Downstream doesn’t exist in isolation. “What we do upstream matters,” Ruddell said. That’s true of both land use and other human activity that drives forces like climate change, which is also impacting trout.
In the fall, the hatchery in Roxbury used water from the Third Branch of the White River to keep the eggs at cool temperatures to foster stable growth, but they still matured quickly. The eggs were the biggest Ruddell had ever seen, he said. Some hatched before they’d even made it to Thetford Academy.
Rising temperatures due to climate change are stressing the trout population, which prefers colder water. Trout are notably declining in the southern part of their native range in the eastern U.S., and there’s concern that the New England population could be similarly threatened in the future. But according to the most recent study by the state — done in 2017 — the Vermont stock is holding strong.
Still, two successive drought-stricken summers, with hot days drawing down water levels, have taken their toll on the state’s trout, Ruddell said. ”The last couple years, the water’s been so hot we’ve had trout swimming up to people and they can pick them up with their bare hands.”
Students gathered stoneflies, water pennies and dragonfly nymphs in canvas bags, called kick nets, from the main stem of the Ompompanoosuc, counting up the water bugs that make up a brook trout’s diet to make sure their own stock dines well.
“We want to keep track of this stuff over time,” Ruddell said. “If we were to come back and there were no insects, we’d know something was going on with the stream.”
The group snagged a rare albino stonefly. A student quickly named it Bob.
The seventh graders had spent their time in the classroom learning about the ideal river conditions for trout. Ruth Brooks, 13, had no problem with the assignment over the course of the year.
“We had to make sure their tanks were good, their water was good,” she said. “It wasn’t that bad.”
After analyzing the degree of acidity and nitrous oxide levels of a few sites, the group decided that Avery Brook, a tributary of the Ompompanoosuc with low acidity and chemical presence, would be the most accommodating release spot.
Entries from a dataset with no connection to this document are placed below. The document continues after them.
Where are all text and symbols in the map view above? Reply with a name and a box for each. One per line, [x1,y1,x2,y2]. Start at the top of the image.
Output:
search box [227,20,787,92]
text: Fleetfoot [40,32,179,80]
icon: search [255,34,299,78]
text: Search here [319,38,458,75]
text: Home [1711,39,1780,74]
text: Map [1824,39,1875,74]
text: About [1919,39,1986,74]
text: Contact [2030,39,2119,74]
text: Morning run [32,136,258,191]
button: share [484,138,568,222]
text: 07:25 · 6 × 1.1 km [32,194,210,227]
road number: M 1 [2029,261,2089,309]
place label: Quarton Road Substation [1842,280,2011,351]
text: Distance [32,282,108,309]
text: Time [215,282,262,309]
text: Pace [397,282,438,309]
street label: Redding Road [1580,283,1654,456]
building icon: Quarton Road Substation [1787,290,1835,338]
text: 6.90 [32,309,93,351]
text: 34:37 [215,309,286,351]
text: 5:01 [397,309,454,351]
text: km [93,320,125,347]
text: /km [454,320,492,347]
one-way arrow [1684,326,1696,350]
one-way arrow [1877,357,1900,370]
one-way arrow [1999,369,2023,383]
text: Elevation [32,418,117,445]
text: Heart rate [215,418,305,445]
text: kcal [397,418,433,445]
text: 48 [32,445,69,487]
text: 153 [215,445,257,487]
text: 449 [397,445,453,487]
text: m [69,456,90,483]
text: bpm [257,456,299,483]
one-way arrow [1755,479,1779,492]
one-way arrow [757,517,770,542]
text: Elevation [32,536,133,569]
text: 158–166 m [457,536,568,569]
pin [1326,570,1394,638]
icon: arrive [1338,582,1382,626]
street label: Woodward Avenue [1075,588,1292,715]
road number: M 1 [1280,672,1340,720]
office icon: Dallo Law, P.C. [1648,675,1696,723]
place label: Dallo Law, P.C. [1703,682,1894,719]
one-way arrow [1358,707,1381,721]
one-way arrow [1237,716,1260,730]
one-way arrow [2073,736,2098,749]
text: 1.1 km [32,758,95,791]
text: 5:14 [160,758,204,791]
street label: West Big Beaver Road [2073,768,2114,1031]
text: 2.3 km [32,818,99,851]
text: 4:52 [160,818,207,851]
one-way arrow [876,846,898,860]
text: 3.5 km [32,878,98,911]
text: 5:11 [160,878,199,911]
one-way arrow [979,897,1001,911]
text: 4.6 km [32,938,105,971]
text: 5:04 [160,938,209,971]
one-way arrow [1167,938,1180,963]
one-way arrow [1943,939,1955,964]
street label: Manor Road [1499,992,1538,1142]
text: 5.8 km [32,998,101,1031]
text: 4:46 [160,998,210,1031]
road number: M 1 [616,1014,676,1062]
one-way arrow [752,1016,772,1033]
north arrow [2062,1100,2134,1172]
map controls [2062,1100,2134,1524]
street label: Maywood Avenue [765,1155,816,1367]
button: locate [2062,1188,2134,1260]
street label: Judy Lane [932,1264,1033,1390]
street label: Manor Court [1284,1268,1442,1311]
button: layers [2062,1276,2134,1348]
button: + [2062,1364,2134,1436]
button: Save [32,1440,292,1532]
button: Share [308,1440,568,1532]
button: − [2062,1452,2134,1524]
Avery Brook is also very accommodating for skipping rocks, a few students proved.
“These fish are delicate,” said Sam Hecklau, the students’ science teacher, scooping trout the size of a pinky finger from a cooler into the buckets that the seventh graders used to ferry them down to the brook. He urged them to be gentle with the juvenile trout, who have just crested over the “fry” stage, when they’re generally less than one inch long and have learned to hunt for food themselves.
“They started out like larvae, and now they’re moving around like normal,” 13-year-old David Mitchell said.
The best release points in the brook would be behind a boulder or log, where the water’s a bit slower but they can get into the current “when they’re ready,” said Ruddell, the brook trouts’ final shepherd.